▶ _Assignment_
The word "them": say how many lines of the data below contain it, and give the number alone.

▶ _Dataset records_
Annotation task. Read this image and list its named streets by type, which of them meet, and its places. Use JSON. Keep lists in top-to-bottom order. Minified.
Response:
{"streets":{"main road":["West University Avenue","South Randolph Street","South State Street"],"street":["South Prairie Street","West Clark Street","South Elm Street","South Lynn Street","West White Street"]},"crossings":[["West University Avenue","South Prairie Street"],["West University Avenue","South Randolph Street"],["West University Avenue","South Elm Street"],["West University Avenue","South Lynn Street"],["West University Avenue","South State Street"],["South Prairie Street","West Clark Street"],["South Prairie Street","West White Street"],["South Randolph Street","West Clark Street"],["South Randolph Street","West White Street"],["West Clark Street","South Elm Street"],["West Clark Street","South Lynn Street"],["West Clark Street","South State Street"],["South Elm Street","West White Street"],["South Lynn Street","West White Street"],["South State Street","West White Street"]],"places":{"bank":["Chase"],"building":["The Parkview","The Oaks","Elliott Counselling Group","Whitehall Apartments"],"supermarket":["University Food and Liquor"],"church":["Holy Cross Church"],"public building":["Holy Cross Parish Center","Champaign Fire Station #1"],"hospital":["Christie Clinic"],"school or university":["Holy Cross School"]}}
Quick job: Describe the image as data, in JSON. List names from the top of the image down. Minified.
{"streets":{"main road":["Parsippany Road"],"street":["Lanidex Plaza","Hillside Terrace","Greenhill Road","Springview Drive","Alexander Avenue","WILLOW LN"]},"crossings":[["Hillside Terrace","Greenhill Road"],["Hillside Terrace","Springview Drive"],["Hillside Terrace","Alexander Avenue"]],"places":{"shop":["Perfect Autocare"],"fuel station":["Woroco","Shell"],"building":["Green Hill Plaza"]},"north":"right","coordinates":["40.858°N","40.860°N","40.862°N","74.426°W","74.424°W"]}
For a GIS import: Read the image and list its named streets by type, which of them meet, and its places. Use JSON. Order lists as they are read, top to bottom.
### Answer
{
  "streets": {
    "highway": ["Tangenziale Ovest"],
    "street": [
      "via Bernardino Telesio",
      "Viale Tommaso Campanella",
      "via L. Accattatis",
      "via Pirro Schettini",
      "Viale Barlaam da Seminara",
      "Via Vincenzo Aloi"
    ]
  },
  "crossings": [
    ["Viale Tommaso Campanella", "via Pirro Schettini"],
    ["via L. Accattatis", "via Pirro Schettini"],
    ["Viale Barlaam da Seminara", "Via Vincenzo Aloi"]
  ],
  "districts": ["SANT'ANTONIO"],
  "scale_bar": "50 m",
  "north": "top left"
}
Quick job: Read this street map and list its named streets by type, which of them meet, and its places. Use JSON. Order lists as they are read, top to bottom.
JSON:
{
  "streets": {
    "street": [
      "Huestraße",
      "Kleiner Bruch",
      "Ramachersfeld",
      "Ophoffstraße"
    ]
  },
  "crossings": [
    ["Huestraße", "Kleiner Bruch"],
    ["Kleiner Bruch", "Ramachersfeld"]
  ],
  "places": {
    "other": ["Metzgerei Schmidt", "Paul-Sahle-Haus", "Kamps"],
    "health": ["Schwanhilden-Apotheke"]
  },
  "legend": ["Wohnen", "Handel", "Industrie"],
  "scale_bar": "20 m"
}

▶ _Task result_
3